Extract each line from the entries below that has the string "tertiary" in it.

*** Dataset entries Section Begins ***

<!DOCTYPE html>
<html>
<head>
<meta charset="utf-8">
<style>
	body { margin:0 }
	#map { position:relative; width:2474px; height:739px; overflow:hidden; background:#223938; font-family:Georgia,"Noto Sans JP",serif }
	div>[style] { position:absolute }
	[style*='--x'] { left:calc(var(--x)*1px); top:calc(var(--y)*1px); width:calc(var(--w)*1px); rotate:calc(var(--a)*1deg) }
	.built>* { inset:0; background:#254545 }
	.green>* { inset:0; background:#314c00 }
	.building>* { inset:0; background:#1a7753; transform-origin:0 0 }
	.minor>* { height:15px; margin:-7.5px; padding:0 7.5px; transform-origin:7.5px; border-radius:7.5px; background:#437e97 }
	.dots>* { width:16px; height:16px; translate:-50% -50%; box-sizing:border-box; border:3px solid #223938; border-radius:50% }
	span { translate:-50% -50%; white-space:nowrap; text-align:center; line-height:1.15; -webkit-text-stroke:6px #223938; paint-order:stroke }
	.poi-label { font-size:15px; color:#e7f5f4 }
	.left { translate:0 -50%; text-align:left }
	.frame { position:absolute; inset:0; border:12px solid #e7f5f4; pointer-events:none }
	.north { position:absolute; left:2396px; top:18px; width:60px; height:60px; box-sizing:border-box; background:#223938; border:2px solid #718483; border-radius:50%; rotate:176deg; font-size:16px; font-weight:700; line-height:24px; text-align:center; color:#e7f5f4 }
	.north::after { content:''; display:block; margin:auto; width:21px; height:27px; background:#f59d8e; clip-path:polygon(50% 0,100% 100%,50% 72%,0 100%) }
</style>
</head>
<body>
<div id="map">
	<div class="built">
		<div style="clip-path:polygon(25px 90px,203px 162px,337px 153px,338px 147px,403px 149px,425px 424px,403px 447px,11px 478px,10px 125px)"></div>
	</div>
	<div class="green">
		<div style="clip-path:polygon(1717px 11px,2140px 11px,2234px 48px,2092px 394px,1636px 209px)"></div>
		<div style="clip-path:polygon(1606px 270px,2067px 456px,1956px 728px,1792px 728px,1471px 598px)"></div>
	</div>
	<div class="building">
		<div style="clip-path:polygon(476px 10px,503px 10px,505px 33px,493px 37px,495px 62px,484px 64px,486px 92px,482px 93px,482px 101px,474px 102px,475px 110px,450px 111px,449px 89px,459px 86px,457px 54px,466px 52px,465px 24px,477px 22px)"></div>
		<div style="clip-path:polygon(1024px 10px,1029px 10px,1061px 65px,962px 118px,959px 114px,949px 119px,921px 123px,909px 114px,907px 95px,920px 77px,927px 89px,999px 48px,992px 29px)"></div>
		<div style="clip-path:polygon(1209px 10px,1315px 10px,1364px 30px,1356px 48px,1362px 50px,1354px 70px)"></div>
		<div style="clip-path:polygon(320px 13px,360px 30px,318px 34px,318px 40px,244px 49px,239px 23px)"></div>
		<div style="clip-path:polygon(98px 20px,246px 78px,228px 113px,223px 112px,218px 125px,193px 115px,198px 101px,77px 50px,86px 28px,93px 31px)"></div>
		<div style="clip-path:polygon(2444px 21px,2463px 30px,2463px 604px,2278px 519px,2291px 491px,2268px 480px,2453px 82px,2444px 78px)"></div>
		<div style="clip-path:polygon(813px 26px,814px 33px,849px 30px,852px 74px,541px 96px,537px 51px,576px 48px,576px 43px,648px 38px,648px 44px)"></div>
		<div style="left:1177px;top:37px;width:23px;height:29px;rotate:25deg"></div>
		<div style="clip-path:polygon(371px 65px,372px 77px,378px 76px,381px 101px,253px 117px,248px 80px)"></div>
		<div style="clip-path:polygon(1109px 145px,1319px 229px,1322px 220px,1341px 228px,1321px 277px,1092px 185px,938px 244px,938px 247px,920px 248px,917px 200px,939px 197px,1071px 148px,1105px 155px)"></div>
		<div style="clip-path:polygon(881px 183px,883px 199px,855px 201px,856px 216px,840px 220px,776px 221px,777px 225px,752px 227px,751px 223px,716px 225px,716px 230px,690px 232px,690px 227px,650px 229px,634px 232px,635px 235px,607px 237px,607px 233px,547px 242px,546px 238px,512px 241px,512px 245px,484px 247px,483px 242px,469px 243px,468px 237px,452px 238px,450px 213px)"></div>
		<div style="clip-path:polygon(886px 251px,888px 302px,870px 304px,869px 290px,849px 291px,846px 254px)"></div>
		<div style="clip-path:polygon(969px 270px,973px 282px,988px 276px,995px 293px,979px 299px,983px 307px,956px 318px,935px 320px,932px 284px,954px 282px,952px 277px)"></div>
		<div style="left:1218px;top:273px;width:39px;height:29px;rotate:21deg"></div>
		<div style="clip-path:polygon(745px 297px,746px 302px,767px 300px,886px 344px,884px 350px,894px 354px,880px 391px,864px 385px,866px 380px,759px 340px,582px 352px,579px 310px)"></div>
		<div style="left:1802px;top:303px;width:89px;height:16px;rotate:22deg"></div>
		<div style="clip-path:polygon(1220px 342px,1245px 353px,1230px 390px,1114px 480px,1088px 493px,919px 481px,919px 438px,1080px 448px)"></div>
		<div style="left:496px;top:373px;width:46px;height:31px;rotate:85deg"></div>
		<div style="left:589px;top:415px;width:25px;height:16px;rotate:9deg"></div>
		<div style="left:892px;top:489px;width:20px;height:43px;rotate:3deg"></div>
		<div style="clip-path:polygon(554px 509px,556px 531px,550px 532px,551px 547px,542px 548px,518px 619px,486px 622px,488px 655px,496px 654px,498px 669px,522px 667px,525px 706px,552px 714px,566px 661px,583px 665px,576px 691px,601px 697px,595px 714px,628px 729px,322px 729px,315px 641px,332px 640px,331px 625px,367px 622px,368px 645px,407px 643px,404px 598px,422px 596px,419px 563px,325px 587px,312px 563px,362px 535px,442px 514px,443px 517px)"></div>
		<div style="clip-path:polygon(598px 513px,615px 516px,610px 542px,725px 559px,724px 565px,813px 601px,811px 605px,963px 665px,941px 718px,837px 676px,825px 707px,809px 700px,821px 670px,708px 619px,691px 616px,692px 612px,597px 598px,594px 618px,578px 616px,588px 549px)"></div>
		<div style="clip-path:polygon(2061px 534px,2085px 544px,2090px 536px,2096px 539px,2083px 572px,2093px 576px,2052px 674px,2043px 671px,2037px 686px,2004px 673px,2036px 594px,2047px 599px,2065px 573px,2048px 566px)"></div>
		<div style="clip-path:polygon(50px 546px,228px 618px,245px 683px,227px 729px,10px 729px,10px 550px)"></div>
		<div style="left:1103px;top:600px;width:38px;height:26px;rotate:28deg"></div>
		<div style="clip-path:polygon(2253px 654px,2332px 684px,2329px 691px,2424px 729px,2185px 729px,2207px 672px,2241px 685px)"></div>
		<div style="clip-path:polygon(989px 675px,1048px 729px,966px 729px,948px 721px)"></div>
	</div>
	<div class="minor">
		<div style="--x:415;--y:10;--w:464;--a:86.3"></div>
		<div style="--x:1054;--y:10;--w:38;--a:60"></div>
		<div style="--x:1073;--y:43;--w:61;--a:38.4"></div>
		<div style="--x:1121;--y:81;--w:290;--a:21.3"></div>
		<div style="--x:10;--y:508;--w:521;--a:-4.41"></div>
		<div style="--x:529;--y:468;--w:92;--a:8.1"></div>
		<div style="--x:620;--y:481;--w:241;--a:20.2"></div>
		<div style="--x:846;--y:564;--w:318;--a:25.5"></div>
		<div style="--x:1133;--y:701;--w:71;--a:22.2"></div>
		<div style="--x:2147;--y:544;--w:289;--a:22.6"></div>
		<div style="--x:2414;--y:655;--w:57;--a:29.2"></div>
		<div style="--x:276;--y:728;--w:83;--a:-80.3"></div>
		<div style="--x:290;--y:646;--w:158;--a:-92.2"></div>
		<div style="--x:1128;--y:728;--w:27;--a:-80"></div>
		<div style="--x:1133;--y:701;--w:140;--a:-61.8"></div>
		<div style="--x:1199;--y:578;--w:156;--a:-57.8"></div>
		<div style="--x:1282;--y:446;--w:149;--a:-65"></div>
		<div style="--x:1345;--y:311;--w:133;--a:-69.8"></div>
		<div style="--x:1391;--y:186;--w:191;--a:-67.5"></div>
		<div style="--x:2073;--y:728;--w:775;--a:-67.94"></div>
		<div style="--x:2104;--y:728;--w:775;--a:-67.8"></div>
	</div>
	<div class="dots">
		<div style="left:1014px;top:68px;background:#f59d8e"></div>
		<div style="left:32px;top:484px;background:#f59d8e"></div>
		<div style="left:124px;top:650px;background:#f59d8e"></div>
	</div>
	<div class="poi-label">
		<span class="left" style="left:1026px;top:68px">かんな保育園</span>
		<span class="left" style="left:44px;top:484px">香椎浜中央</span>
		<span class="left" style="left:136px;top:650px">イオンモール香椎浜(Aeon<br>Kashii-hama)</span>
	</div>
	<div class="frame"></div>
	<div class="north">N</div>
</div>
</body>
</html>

*** Dataset entries Section Ends ***
*** Dataset entries Section Begins ***

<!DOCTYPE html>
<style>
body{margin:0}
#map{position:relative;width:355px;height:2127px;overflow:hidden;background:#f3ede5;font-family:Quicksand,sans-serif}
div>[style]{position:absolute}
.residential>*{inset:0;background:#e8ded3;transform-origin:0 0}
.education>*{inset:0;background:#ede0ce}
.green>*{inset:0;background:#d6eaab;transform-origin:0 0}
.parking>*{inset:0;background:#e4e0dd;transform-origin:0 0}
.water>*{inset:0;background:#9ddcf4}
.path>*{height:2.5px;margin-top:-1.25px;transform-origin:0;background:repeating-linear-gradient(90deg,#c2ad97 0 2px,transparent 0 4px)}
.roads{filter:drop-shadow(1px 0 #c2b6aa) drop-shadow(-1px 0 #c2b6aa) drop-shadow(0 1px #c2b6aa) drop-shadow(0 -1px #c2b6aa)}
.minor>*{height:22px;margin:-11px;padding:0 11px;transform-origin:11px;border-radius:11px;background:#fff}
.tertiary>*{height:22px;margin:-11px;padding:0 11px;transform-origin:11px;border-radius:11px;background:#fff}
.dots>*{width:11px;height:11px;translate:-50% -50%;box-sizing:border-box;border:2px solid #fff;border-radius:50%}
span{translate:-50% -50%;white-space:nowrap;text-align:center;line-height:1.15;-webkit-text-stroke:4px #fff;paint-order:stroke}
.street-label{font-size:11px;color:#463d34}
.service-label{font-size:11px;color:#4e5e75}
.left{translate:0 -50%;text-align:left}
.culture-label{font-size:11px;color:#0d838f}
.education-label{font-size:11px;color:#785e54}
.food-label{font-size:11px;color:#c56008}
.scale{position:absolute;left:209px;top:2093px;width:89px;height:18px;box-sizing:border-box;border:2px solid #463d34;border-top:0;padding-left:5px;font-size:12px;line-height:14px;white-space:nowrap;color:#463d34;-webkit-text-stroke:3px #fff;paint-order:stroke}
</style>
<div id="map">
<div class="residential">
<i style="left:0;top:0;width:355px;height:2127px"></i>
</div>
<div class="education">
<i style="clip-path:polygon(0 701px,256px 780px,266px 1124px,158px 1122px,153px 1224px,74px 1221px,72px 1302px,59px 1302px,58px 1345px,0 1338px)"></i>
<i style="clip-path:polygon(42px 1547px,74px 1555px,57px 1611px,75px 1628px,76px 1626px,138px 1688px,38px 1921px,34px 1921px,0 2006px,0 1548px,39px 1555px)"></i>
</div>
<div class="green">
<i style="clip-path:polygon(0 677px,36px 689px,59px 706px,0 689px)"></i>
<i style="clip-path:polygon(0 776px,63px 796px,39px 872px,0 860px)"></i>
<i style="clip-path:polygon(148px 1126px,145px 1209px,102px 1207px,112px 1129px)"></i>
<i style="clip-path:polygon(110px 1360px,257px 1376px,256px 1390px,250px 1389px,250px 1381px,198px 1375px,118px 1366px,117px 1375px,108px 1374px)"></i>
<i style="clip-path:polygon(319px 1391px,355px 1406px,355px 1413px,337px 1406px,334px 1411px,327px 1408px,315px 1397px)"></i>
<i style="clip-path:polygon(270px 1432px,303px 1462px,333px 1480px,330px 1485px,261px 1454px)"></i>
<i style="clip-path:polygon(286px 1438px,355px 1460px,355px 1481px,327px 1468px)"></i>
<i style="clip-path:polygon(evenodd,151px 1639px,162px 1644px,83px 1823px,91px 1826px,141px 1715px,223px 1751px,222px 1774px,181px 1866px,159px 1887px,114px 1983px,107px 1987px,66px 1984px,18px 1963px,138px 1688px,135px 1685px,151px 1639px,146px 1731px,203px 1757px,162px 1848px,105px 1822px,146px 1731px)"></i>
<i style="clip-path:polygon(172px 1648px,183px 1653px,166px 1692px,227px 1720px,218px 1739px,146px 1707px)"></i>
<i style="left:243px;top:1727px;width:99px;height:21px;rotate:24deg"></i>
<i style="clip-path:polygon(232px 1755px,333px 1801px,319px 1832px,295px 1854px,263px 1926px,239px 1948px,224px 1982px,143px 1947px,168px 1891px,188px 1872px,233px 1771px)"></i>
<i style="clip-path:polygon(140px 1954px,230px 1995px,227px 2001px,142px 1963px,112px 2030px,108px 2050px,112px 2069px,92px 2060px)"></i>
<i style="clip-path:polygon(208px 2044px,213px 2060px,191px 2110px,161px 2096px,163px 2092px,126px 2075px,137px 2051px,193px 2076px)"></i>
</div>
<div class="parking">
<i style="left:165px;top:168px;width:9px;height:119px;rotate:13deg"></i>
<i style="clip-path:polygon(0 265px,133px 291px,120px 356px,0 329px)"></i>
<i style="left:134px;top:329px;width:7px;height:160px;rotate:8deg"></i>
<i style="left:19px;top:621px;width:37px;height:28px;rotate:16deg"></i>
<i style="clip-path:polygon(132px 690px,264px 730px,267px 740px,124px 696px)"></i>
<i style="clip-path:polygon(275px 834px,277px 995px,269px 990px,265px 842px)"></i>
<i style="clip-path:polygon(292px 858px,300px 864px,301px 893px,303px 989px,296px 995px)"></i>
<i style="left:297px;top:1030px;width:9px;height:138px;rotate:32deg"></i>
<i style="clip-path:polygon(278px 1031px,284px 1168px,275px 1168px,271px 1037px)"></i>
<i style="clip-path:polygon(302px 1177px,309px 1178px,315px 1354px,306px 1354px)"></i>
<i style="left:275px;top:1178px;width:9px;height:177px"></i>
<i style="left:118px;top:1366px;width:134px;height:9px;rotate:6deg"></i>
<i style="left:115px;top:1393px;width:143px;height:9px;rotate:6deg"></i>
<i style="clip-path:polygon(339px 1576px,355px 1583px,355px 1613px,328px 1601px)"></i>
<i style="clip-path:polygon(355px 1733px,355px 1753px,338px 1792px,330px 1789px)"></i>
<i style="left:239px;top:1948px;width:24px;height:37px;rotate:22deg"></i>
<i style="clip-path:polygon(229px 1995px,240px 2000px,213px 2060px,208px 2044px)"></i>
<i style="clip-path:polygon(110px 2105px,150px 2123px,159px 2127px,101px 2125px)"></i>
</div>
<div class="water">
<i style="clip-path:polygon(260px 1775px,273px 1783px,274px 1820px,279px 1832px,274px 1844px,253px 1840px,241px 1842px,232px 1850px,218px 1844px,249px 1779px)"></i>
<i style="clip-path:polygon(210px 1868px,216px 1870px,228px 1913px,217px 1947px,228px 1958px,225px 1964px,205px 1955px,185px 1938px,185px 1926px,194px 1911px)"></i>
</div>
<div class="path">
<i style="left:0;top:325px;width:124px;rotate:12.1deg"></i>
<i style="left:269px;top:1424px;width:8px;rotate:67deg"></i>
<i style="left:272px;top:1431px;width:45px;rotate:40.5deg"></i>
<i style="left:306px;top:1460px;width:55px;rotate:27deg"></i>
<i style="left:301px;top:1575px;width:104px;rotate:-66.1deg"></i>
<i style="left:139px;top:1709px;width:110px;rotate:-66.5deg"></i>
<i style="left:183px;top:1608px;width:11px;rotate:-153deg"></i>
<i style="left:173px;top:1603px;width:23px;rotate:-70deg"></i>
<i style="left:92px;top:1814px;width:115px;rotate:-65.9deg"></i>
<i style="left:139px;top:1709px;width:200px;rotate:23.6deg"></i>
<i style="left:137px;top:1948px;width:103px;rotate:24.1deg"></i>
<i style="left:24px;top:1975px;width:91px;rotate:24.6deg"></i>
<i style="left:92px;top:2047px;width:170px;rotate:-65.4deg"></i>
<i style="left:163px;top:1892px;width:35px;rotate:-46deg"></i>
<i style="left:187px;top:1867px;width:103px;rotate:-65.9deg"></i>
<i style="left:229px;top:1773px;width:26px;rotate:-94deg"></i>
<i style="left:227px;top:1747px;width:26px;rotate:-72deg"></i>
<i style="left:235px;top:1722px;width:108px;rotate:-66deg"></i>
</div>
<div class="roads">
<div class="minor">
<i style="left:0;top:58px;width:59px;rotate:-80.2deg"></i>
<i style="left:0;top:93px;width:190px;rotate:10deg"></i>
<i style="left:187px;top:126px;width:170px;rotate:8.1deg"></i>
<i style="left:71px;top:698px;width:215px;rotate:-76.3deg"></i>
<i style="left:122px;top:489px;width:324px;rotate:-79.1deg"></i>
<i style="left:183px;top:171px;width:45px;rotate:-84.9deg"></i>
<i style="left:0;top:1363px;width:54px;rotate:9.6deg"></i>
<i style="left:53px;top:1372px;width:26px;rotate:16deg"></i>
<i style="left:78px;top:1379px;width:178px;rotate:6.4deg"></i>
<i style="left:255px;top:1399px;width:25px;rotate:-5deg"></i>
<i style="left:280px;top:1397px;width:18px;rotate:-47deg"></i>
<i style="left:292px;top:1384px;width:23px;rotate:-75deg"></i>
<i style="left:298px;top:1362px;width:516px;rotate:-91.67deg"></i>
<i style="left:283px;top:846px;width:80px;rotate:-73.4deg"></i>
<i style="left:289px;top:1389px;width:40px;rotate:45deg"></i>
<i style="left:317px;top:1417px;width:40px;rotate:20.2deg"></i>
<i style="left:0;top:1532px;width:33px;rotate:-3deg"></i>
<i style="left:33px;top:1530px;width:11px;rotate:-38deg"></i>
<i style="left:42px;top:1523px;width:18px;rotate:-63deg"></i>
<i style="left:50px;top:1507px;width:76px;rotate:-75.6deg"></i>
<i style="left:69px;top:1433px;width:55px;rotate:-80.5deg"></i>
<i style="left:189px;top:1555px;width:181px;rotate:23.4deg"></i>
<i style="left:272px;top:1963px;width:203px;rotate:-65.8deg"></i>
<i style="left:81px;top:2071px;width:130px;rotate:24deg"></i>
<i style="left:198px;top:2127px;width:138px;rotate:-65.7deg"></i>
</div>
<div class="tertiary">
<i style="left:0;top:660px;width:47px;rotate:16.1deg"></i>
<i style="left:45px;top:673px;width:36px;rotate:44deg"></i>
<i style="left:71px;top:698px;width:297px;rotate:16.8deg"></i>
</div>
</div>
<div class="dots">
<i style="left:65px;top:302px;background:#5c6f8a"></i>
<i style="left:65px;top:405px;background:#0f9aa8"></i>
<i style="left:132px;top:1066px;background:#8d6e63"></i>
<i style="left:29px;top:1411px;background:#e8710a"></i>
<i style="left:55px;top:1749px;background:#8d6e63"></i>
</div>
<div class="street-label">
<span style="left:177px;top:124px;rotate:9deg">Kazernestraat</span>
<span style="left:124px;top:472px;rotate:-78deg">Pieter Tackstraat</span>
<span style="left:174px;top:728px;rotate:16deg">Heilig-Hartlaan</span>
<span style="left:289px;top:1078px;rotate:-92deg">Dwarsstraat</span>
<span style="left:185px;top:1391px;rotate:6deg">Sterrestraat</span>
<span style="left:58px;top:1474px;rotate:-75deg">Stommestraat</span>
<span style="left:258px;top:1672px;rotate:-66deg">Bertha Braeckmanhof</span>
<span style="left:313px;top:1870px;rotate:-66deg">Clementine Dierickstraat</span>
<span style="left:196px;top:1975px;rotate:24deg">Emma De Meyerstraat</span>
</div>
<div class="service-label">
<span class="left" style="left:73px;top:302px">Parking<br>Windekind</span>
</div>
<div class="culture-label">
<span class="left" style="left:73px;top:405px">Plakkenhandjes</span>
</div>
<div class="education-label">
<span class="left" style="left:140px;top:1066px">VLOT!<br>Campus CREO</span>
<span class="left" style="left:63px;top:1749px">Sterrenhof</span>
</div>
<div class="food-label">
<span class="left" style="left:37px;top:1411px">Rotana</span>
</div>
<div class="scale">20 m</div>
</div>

*** Dataset entries Section Ends ***

• Task result
.tertiary>*{height:22px;margin:-11px;padding:0 11px;transform-origin:11px;border-radius:11px;background:#fff}
<div class="tertiary">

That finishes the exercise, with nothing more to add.